The Role of Women in Modern Conflicts by Avani Kabra (A’23)

by tuftsigl
Aug 06

This summer, I have had the pleasure of working with four other Tufts’ students on a project called A Woman’s War with Elizabeth (Biz) Herman, an IGL alumna and a PhD candidate at the University of California Berkeley.

This project documents the varied experiences of women in modern wars, focusing on women in Vietnam, Bosnia, Bangladesh, Egypt, Northern Ireland, and the United States. I was initially drawn to this project for its emphasis on understanding war through a gendered lens. History is often demarcated based on conflicts that have led to the rise and decline of different empires and civilizations. The narratives of these conflicts have historically excluded the direct voices of women, while giving them a one-dimensional archetype as a ‘victim’ of war. I am so excited to contribute to a project that provides this necessary account of the various roles, contributions, and experiences that women have during war.

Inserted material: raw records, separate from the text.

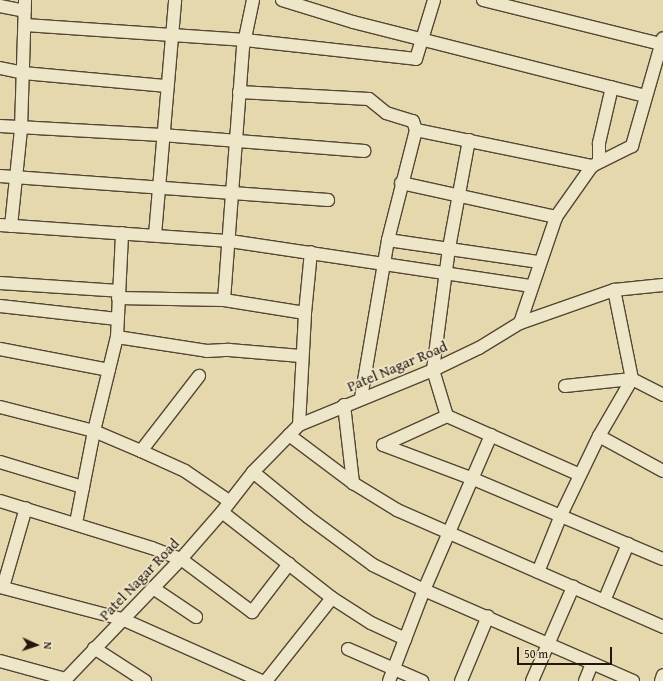 <!DOCTYPE html>
<style>
body{margin:0}
#map{position:relative;width:663px;height:681px;overflow:hidden;background:#e4d8ac;font-family:"Gentium Book Plus",serif}
div>[style]{position:absolute}
.roads{filter:drop-shadow(1px 0 #544634) drop-shadow(-1px 0 #544634) drop-shadow(0 1px #544634) drop-shadow(0 -1px #544634)}
.minor>*{height:12px;margin:-6px;padding:0 6px;transform-origin:6px;border-radius:6px;background:#ede6c9}
span{translate:-50% -50%;white-space:nowrap;text-align:center;line-height:1.15;-webkit-text-stroke:3.5px #ede6c9;paint-order:stroke}
.street-label{font-size:15px;color:#24160c}
.north{position:absolute;left:16px;top:625px;width:40px;height:40px;-webkit-text-stroke:3px #ede6c9;paint-order:stroke;rotate:93deg;font-size:11px;font-weight:700;line-height:16px;text-align:center;color:#24160c}
.north::after{content:'';display:block;margin:auto;width:14px;height:18px;background:#24160c;clip-path:polygon(50% 0,100% 100%,50% 72%,0 100%)}
.scale{position:absolute;left:517px;top:647px;width:95px;height:18px;box-sizing:border-box;border:2px solid #24160c;border-top:0;padding-left:5px;font-size:12px;line-height:14px;white-space:nowrap;color:#24160c;-webkit-text-stroke:3px #ede6c9;paint-order:stroke}
</style>
<div id="map">
<div class="roads">
<div class="minor">
<div style="left:282px;top:0;width:74px;rotate:17.2deg"></div>
<div style="left:353px;top:22px;width:302px;rotate:14.2deg"></div>
<div style="left:483px;top:0;width:183px;rotate:13.9deg"></div>
<div style="left:0;top:6px;width:25px;rotate:11deg"></div>
<div style="left:25px;top:25px;width:221px;rotate:3.9deg"></div>
<div style="left:245px;top:40px;width:172px;rotate:6.3deg"></div>
<div style="left:416px;top:59px;width:62px;rotate:-73deg"></div>
<div style="left:0;top:68px;width:24px;rotate:12deg"></div>
<div style="left:23px;top:73px;width:145px;rotate:5.2deg"></div>
<div style="left:239px;top:92px;width:130px;rotate:3.1deg"></div>
<div style="left:369px;top:99px;width:22px;rotate:39deg"></div>
<div style="left:386px;top:113px;width:28px;rotate:17deg"></div>
<div style="left:413px;top:121px;width:9px;rotate:72deg"></div>
<div style="left:416px;top:130px;width:114px;rotate:104.3deg"></div>
<div style="left:388px;top:240px;width:160px;rotate:99.7deg"></div>
<div style="left:0;top:126px;width:162px;rotate:3.2deg"></div>
<div style="left:162px;top:135px;width:203px;rotate:4.5deg"></div>
<div style="left:416px;top:130px;width:180px;rotate:11.6deg"></div>
<div style="left:469px;top:140px;width:110px;rotate:100.5deg"></div>
<div style="left:449px;top:248px;width:123px;rotate:97.5deg"></div>
<div style="left:433px;top:370px;width:48px;rotate:73.1deg"></div>
<div style="left:447px;top:416px;width:145px;rotate:23.9deg"></div>
<div style="left:599px;top:161px;width:18px;rotate:-90deg"></div>
<div style="left:599px;top:143px;width:57px;rotate:-76.9deg"></div>
<div style="left:0;top:176px;width:329px;rotate:4.2deg"></div>
<div style="left:401px;top:183px;width:159px;rotate:12.4deg"></div>
<div style="left:0;top:225px;width:231px;rotate:4deg"></div>
<div style="left:230px;top:241px;width:305px;rotate:8.5deg"></div>
<div style="left:11px;top:226px;width:98px;rotate:-84.1deg"></div>
<div style="left:21px;top:129px;width:129px;rotate:-88.2deg"></div>
<div style="left:155px;top:235px;width:236px;rotate:-85.1deg"></div>
<div style="left:388px;top:240px;width:153px;rotate:8.3deg"></div>
<div style="left:0;top:283px;width:119px;rotate:3.8deg"></div>
<div style="left:118px;top:298px;width:106px;rotate:1.1deg"></div>
<div style="left:224px;top:300px;width:253px;rotate:-85.7deg"></div>
<div style="left:243px;top:48px;width:49px;rotate:-78.2deg"></div>
<div style="left:224px;top:300px;width:82px;rotate:9.1deg"></div>
<div style="left:305px;top:313px;width:61px;rotate:-84.4deg"></div>
<div style="left:0;top:306px;width:118px;rotate:6.3deg"></div>
<div style="left:520px;top:323px;width:100px;rotate:-19.3deg"></div>
<div style="left:614px;top:290px;width:49px;rotate:-5.8deg"></div>
<div style="left:117px;top:337px;width:91px;rotate:8.8deg"></div>
<div style="left:207px;top:351px;width:22px;rotate:-3deg"></div>
<div style="left:229px;top:350px;width:72px;rotate:4.8deg"></div>
<div style="left:0;top:349px;width:111px;rotate:10.9deg"></div>
<div style="left:565px;top:386px;width:67px;rotate:-6deg"></div>
<div style="left:632px;top:379px;width:35px;rotate:27deg"></div>
<div style="left:344px;top:405px;width:79px;rotate:83.4deg"></div>
<div style="left:0;top:407px;width:97px;rotate:14.3deg"></div>
<div style="left:94px;top:431px;width:51px;rotate:23.1deg"></div>
<div style="left:141px;top:451px;width:48px;rotate:24.4deg"></div>
<div style="left:185px;top:471px;width:53px;rotate:34.3deg"></div>
<div style="left:447px;top:416px;width:70px;rotate:155.6deg"></div>
<div style="left:383px;top:445px;width:94px;rotate:20.6deg"></div>
<div style="left:471px;top:478px;width:208px;rotate:22.9deg"></div>
<div style="left:299px;top:425px;width:112px;rotate:-86.9deg"></div>
<div style="left:289px;top:435px;width:80px;rotate:36.9deg"></div>
<div style="left:353px;top:483px;width:52px;rotate:31.5deg"></div>
<div style="left:397px;top:510px;width:291px;rotate:23.7deg"></div>
<div style="left:599px;top:436px;width:73px;rotate:28.7deg"></div>
<div style="left:141px;top:451px;width:95px;rotate:-52.3deg"></div>
<div style="left:0;top:462px;width:87px;rotate:16.8deg"></div>
<div style="left:253px;top:472px;width:71px;rotate:39.3deg"></div>
<div style="left:308px;top:517px;width:81px;rotate:36.4deg"></div>
<div style="left:373px;top:565px;width:57px;rotate:26.1deg"></div>
<div style="left:424px;top:590px;width:228px;rotate:23.5deg"></div>
<div style="left:0;top:501px;width:159px;rotate:17.2deg"></div>
<div style="left:152px;top:548px;width:31px;rotate:21deg"></div>
<div style="left:181px;top:559px;width:89px;rotate:36.7deg"></div>
<div style="left:252px;top:612px;width:61px;rotate:-52.4deg"></div>
<div style="left:222px;top:512px;width:140px;rotate:38deg"></div>
<div style="left:332px;top:598px;width:46px;rotate:32.7deg"></div>
<div style="left:371px;top:623px;width:38px;rotate:25deg"></div>
<div style="left:76px;top:523px;width:94px;rotate:-78.9deg"></div>
<div style="left:94px;top:431px;width:97px;rotate:-76.3deg"></div>
<div style="left:117px;top:337px;width:104px;rotate:-87.2deg"></div>
<div style="left:538px;top:572px;width:61px;rotate:-68deg"></div>
<div style="left:561px;top:515px;width:88px;rotate:-64.3deg"></div>
<div style="left:599px;top:436px;width:66px;rotate:-59.9deg"></div>
<div style="left:632px;top:379px;width:91px;rotate:-101.4deg"></div>
<div style="left:0;top:587px;width:126px;rotate:14.7deg"></div>
<div style="left:122px;top:619px;width:152px;rotate:24deg"></div>
<div style="left:3px;top:587px;width:82px;rotate:-73.8deg"></div>
<div style="left:153px;top:588px;width:52px;rotate:34deg"></div>
<div style="left:604px;top:601px;width:62px;rotate:-67.2deg"></div>
<div style="left:94px;top:648px;width:61px;rotate:32.9deg"></div>
<div style="left:348px;top:649px;width:81px;rotate:23.4deg"></div>
<div style="left:0;top:661px;width:68px;rotate:15.3deg"></div>
<div style="left:64px;top:681px;width:169px;rotate:-46.2deg"></div>
<div style="left:181px;top:559px;width:62px;rotate:-48.9deg"></div>
<div style="left:222px;top:512px;width:51px;rotate:-52.2deg"></div>
<div style="left:253px;top:472px;width:66px;rotate:-45.6deg"></div>
<div style="left:299px;top:425px;width:145px;rotate:-22.3deg"></div>
<div style="left:433px;top:370px;width:51px;rotate:-25.6deg"></div>
<div style="left:479px;top:348px;width:48px;rotate:-31.4deg"></div>
<div style="left:520px;top:323px;width:112px;rotate:-71.2deg"></div>
<div style="left:556px;top:217px;width:62px;rotate:-54.8deg"></div>
<div style="left:592px;top:166px;width:45px;rotate:-26.6deg"></div>
<div style="left:632px;top:146px;width:112px;rotate:-74deg"></div>
<div style="left:266px;top:681px;width:106px;rotate:-51.5deg"></div>
<div style="left:389px;top:681px;width:97px;rotate:-69deg"></div>
<div style="left:424px;top:590px;width:169px;rotate:-66.6deg"></div>
<div style="left:461px;top:681px;width:70px;rotate:-67.4deg"></div>
<div style="left:532px;top:681px;width:103px;rotate:-66.4deg"></div>
<div style="left:585px;top:681px;width:18px;rotate:-68deg"></div>
<div style="left:661px;top:681px;width:6px;rotate:-72deg"></div>
</div>
</div>
<div class="street-label">
<span style="left:397px;top:366px;rotate:-23deg">Patel Nagar Road</span>
<span style="left:139px;top:579px;rotate:-46deg">Patel Nagar Road</span>
</div>
<div class="north">N</div>
<div class="scale">50 m</div>
</div>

For me, the most interesting part of working on this project has been the diverse set of skills and experiences I have gained. Each week, the six of us meet to discuss updates and receive training in all aspects of the research project, including movie editing and interviewing. Through this process, I have been able to research countries, such as Egypt and Northern Ireland, to understand how women have contributed to conflicts and what histories are missing. I have transcribed interviews from Bangladeshi women about their experiences in the 1971 Liberation War. I have edited raw footage of Egyptian women speaking directly about their experiences during the 2011 Egyptian Revolution. I love that I am constantly learning, and, consequently, I am always challenging my assumptions on what I thought I knew.

Through researching, transcribing, and editing, I have gained an insight into the many ways women have been fighters, survivors, and most importantly, leaders, of revolutions and wars. While historical narratives have often led us to believe that women are simply ‘victims’ of wars, women are actually strong, multi-facilitated, and intelligent fighters, who have been the backbone of many victories without the praise or appreciation they deserve. This project recognizes and highlights the diverse ways women have advanced their nationalist agendas while also fighting for their own rights.

I am so grateful to Biz for providing the opportunity to work on this project and to the other interns- Carlos, Riya, Mahika, and Maddie- who are all so talented and hardworking. I look forward to continuing this work throughout the summer, and I cannot wait until the final project is ready!